Franziskus hatte sich zu Beginn seiner Amtszeit voller Respekt über den Rücktritt Benedikts geäußert und diesen Schritt auch für sich selbst nicht ausgeschlossen. Außerdem sagte der Papst aus Argentinien, er erwarte für sich ein eher kurzes Pontifikat. Im kommenden März würde Franziskus aber bereits sein zehnjähriges Amtsjubiläum feiern. In den Versammlungen vor dem Konklave 2013 hatten die Kardinäle tiefgreifende Reformen gefordert, die dieser Tage zumindest formell einen Abschluss gefunden haben. Am vergangenen Sonntag war die von Franziskus veranlasste neue Vatikanverfassung „Praedicate Evangelium“ in Kraft getreten, die die apostolische Konstitution von 1988 ablöste. 

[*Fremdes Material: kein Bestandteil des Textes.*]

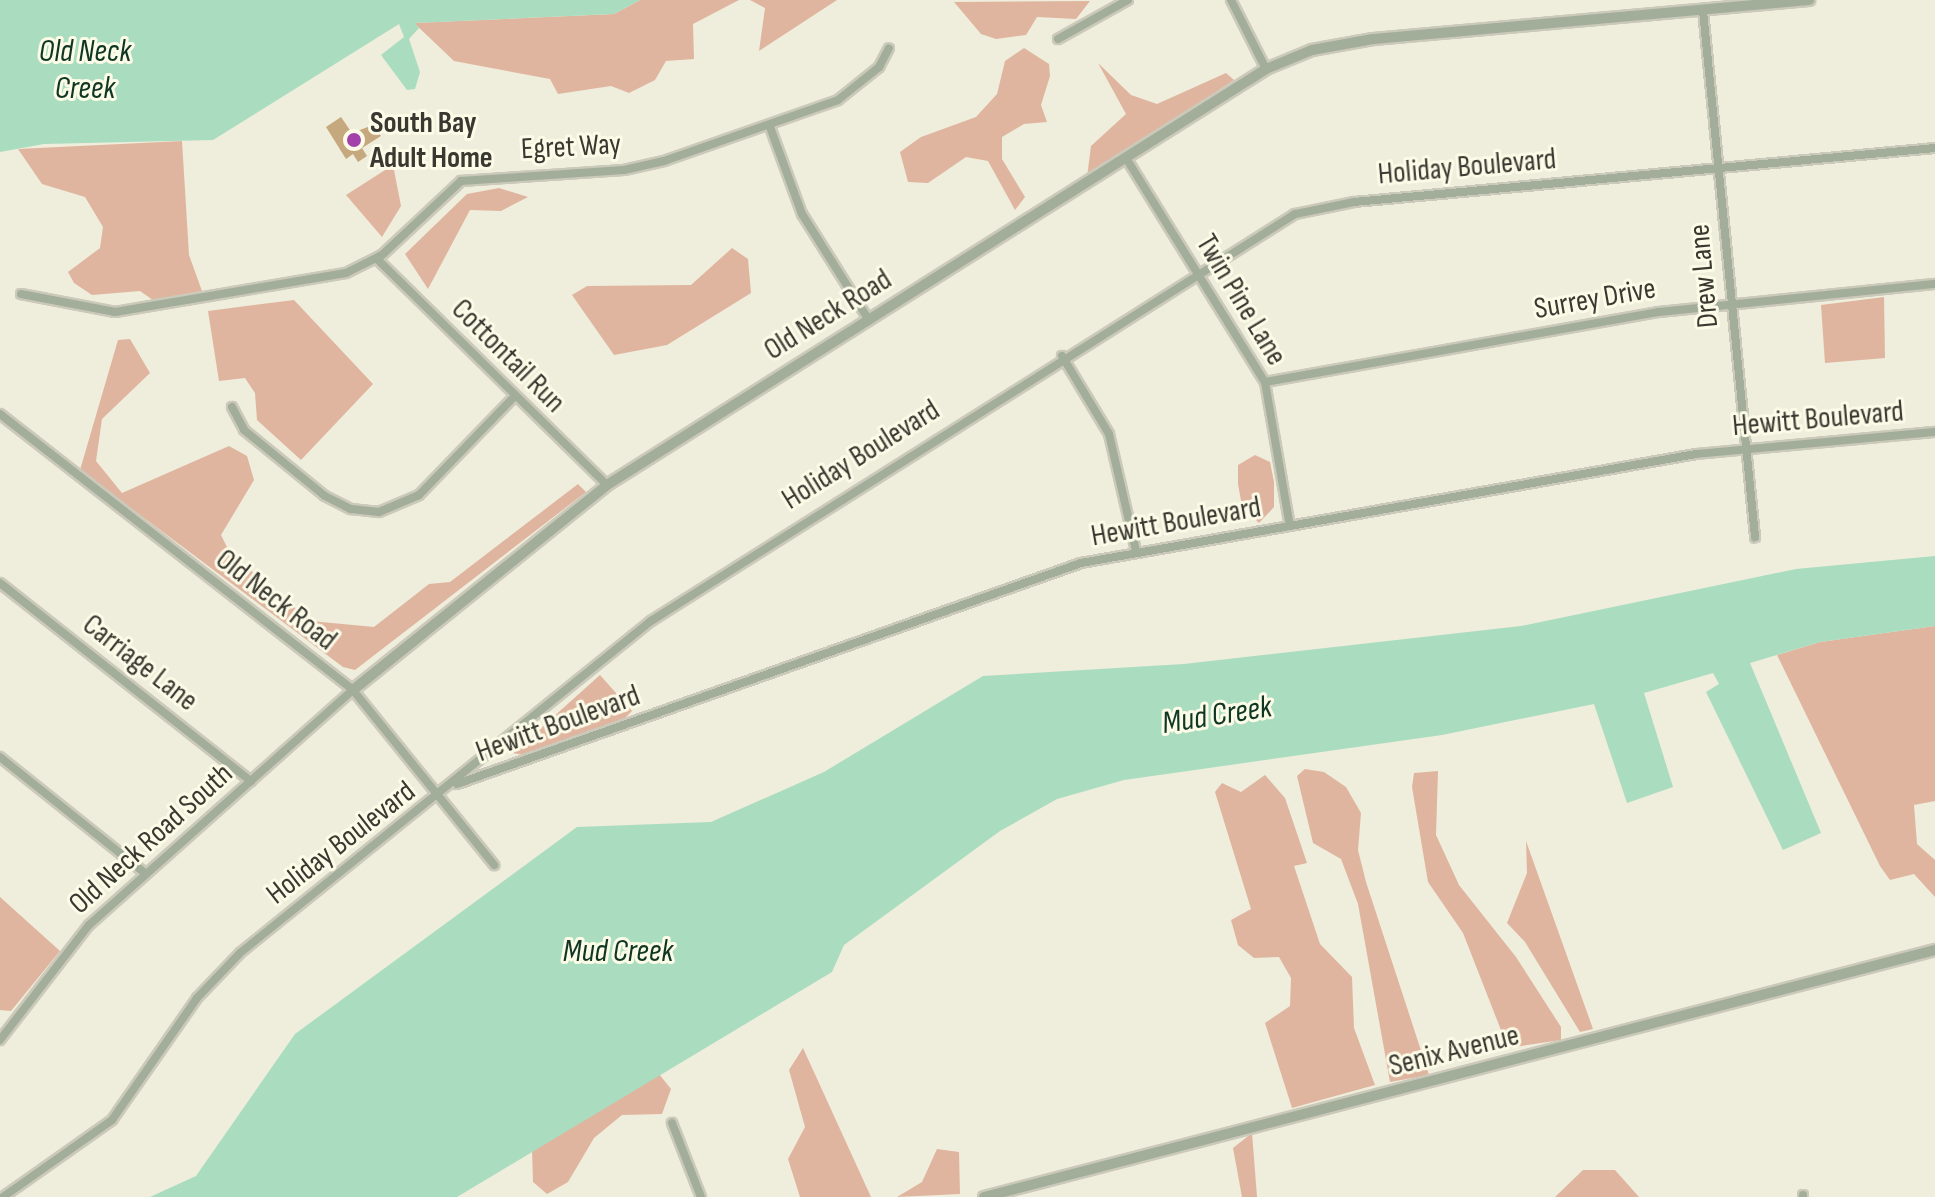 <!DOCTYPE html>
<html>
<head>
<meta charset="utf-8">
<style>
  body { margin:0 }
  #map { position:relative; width:1935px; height:1197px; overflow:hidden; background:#efeddb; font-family:"Sofia Sans Condensed",sans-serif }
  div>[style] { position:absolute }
  .green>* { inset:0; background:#e0b59f }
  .water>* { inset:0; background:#aadcbf }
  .building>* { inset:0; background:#c6a87f }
  .roads { filter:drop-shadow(2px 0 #cbc9b9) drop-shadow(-2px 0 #cbc9b9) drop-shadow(0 2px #cbc9b9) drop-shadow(0 -2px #cbc9b9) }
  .minor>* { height:8px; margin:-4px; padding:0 4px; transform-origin:4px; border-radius:4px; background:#a2ad9a }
  .tertiary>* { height:10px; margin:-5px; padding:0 5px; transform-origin:5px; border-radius:5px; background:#a2ad9a }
  .dots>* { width:22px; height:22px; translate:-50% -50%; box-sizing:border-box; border:4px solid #fcfbe8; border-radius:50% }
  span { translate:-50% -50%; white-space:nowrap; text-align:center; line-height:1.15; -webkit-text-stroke:6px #fcfbe8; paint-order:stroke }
  .poi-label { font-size:30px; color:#393931; font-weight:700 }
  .left { translate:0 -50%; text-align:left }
  .street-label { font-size:30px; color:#393931 }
  .water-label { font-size:32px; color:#0f3724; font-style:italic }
</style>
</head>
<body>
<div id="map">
  <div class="green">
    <div style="clip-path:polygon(640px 0,739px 0,693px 24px,694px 59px,666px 61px,655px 80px,629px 93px,611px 86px,558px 94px,550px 79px,454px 61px,414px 23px,614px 14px)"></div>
    <div style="clip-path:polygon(750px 0,837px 0,759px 51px,765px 8px)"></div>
    <div style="clip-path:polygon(1090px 1px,1076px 19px,1037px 17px,1026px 35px,996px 39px,981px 34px,954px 2px)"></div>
    <div style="clip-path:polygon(1024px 48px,1049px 64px,1050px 76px,1041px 105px,1047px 122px,1024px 124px,1002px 137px,1002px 159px,1025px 197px,1015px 210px,988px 161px,966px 157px,928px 183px,908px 182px,900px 152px,921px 137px,976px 117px,997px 94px,1005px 61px)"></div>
    <div style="clip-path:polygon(1098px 63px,1131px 95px,1157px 104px,1226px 73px,1234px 80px,1087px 177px,1091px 146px,1126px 114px)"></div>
    <div style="clip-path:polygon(182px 141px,189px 255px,202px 291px,153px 300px,140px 291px,92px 295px,74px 283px,68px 272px,100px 248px,103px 227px,85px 197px,42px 184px,18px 149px)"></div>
    <div style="clip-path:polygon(393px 165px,401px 206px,382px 237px,346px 195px)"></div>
    <div style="clip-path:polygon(499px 188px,528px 197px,501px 211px,470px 210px,428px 289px,405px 254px,467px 194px)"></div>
    <div style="clip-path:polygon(732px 248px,748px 259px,751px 293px,667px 345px,614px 355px,572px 295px,587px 286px,691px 285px)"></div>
    <div style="clip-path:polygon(1884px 297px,1885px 358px,1825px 363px,1821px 305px)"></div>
    <div style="clip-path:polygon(294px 300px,373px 384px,301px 460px,257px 420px,255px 393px,245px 378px,219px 381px,208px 311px)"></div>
    <div style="clip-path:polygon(130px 339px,150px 373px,102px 419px,96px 461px,122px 493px,229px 446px,247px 456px,254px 480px,221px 535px,230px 553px,311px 621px,374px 627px,429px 584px,450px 582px,578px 484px,586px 492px,355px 670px,343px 667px,80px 470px,118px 340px)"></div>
    <div style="clip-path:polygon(1255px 455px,1270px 462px,1274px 482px,1274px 507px,1259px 523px,1242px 506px,1238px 484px,1238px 465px)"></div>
    <div style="clip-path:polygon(1935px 626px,1935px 801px,1914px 805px,1917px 844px,1935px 860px,1935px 897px,1914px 874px,1890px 880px,1880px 866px,1777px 655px,1820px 642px)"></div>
    <div style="clip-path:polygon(600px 675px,632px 711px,622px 721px,523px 755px,513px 753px)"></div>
    <div style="clip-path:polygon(1305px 769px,1324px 772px,1346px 787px,1361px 813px,1358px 850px,1366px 882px,1429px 1075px,1390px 1082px,1358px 904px,1341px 859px,1313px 843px,1297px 776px)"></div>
    <div style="clip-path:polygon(1438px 771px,1436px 835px,1459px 885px,1516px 957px,1561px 1027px,1561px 1040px,1508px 1048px,1463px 933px,1428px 882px,1412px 787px,1414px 773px)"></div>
    <div style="clip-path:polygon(1265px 775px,1285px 798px,1307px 863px,1294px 866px,1320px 944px,1352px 977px,1354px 1028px,1375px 1085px,1292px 1108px,1265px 1023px,1290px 1006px,1291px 978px,1279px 957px,1254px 958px,1238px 945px,1231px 920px,1251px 909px,1215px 792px,1222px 783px,1241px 792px)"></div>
    <div style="clip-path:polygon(1526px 841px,1593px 1029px,1580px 1032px,1525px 942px,1507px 923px,1527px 873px)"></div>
    <div style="clip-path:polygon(0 897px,60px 951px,11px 1011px,0 1010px)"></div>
    <div style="clip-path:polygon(803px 1048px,871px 1197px,800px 1197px,788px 1159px,805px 1127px,789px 1070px)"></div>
    <div style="clip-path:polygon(659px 1074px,671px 1089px,662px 1114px,622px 1115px,594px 1138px,568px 1182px,547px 1194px,533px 1182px,532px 1149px)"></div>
    <div style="clip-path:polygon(1252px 1133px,1257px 1197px,1242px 1197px,1233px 1148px)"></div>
    <div style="clip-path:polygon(937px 1149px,959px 1152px,960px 1194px,897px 1197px,922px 1182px)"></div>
    <div style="clip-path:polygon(1583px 1170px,1615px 1170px,1639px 1197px,1555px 1197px)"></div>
  </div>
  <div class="water">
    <div style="clip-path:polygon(0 0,640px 0,614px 14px,415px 23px,419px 28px,409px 39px,420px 72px,415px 89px,407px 90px,381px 55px,404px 37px,399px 24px,213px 140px,44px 144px,0 152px)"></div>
    <div style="clip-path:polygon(1935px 556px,1935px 626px,1820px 642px,1750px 663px,1821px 833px,1783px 850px,1706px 692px,1719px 684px,1713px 673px,1644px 693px,1673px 787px,1627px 803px,1594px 704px,1442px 735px,1124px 780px,1057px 799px,1000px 831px,844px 945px,832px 972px,457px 1197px,150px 1197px,196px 1176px,295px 1034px,577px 827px,711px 822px,824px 772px,983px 676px,1184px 664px,1521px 626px,1796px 569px)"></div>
  </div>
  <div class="building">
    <div style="clip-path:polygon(341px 117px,352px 133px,373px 125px,381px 136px,362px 148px,367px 156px,358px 162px,353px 154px,346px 159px,326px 127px)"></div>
  </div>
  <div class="roads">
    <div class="minor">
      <div style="left:1231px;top:0;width:77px;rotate:63.1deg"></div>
      <div style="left:1703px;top:11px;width:529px;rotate:84.35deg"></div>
      <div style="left:1058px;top:39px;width:80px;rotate:-29.1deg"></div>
      <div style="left:770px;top:127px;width:93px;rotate:69.8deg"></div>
      <div style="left:802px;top:214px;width:124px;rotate:57.8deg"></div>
      <div style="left:1126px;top:158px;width:264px;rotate:58.2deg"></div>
      <div style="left:1265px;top:382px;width:146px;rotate:80.2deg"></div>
      <div style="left:377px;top:259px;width:322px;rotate:44.5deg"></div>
      <div style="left:21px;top:294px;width:96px;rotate:10.8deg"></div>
      <div style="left:115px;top:312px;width:234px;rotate:-9.6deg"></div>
      <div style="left:346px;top:273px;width:40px;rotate:-26.6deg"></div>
      <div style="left:382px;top:255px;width:108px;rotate:-43.1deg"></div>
      <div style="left:461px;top:181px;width:163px;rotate:-3.9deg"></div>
      <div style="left:624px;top:170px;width:41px;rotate:-12.7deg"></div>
      <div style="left:664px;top:161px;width:184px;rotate:-19.3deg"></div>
      <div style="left:838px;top:100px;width:53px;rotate:-38.8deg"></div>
      <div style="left:879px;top:67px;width:21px;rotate:-62deg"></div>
      <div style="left:1062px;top:356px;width:91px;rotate:58.9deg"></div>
      <div style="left:1109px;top:434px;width:120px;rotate:77deg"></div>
      <div style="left:1265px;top:382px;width:399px;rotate:-10.1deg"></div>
      <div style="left:1658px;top:312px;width:278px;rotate:-5.8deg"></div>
      <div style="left:232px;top:407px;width:26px;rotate:62deg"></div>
      <div style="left:244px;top:430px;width:104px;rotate:39.2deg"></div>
      <div style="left:325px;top:496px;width:29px;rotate:27deg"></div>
      <div style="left:351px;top:509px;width:28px;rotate:6deg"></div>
      <div style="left:379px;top:512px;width:43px;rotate:-23deg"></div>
      <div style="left:419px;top:495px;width:136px;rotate:-45.9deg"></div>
      <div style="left:0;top:414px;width:448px;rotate:38deg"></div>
      <div style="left:353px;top:690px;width:225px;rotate:51.1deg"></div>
      <div style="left:0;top:583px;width:320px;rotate:38.3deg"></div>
      <div style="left:0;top:757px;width:187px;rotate:38.7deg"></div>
      <div style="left:457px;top:784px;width:662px;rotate:-19.5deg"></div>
      <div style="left:1081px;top:563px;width:625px;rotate:-10.05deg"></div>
      <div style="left:1696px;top:454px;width:240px;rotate:-5.3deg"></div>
      <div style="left:0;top:1040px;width:145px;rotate:-52.3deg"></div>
      <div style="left:89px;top:925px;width:353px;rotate:-41.7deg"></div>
      <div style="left:672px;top:1123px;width:79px;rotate:68.6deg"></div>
      <div style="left:1803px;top:1195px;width:2px;rotate:90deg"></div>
      <div style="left:3px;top:1197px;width:133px;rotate:-35.2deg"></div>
      <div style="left:112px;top:1120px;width:149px;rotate:-55.1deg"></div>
      <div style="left:197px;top:998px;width:62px;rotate:-46.3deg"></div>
      <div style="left:240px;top:953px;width:528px;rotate:-38.93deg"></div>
      <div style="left:651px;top:621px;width:762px;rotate:-32.29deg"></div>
      <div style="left:1295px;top:214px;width:60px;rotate:-11.5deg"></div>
      <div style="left:1354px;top:202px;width:584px;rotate:-5.31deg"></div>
    </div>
    <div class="tertiary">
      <div style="left:353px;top:690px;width:326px;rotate:-38.9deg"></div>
      <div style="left:607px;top:485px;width:779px;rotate:-32.26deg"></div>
      <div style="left:1266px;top:69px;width:50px;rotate:-22.4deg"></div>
      <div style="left:1312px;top:50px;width:62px;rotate:-10.2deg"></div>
      <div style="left:1373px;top:39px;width:438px;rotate:-5.1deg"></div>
      <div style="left:984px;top:1197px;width:983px;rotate:-14.56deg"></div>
    </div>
  </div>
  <div class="dots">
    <div style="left:354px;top:140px;background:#a342aa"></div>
  </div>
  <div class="poi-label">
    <span class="left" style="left:370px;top:140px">South Bay<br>Adult Home</span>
  </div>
  <div class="street-label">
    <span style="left:571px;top:147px;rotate:-3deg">Egret Way</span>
    <span style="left:1467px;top:167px;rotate:-5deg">Holiday Boulevard</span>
    <span style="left:1704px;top:276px;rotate:-95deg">Drew Lane</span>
    <span style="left:1595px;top:299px;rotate:-10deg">Surrey Drive</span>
    <span style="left:1241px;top:300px;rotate:59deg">Twin Pine Lane</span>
    <span style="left:828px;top:315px;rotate:-32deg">Old Neck Road</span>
    <span style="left:508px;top:356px;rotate:45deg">Cottontail Run</span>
    <span style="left:1818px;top:419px;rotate:-5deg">Hewitt Boulevard</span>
    <span style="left:861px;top:455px;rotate:-32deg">Holiday Boulevard</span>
    <span style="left:1176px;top:522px;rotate:-10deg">Hewitt Boulevard</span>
    <span style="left:276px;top:600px;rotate:38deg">Old Neck Road</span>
    <span style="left:140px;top:663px;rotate:38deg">Carriage Lane</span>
    <span style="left:558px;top:724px;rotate:-20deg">Hewitt Boulevard</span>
    <span style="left:151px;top:839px;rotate:-42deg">Old Neck Road South</span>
    <span style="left:341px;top:843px;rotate:-38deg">Holiday Boulevard</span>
    <span style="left:1454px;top:1051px;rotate:-14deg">Senix Avenue</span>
  </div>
  <div class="water-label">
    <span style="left:85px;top:71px">Old Neck<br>Creek</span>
    <span style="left:1217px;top:716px;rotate:-9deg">Mud Creek</span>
    <span style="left:618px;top:952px">Mud Creek</span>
  </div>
</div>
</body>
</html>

Die Vatikanbürokratie wird von ihr insofern reformiert, als Frauen und Laien nun offiziell Behörden leiten können, was Franziskus de facto bereits ermöglicht hat. Generell steht die neue Verfassung unter dem Credo einer „heilsamen Dezentralisierung“, also der Verschiebung der kirchlichen Macht hin zu den Ortskirchen und weg vom Vatikan. Ob dieser Wunsch des Papstes Wirklichkeit wird, bleibt abzuwarten. Als erste Vatikanbehörde wird nunmehr das Dikasterium für Evangelisierung, also der Verbreitung des Glaubens außerhalb der Kirche genannt und nicht mehr die Glaubenskongregation, ein innerkirchliches Kontrollorgan. Neun Jahre nach seiner Wahl hat Franziskus mit „Praedicate Evangelium“ zumindest einen Teil seiner Versprechen eingelöst. Er will mit den Kardinälen nach dem Konsistorium Ende August zwei Tage lang über die neue Vatikanverfassung „nachdenken“, wie der Vatikan ankündigte.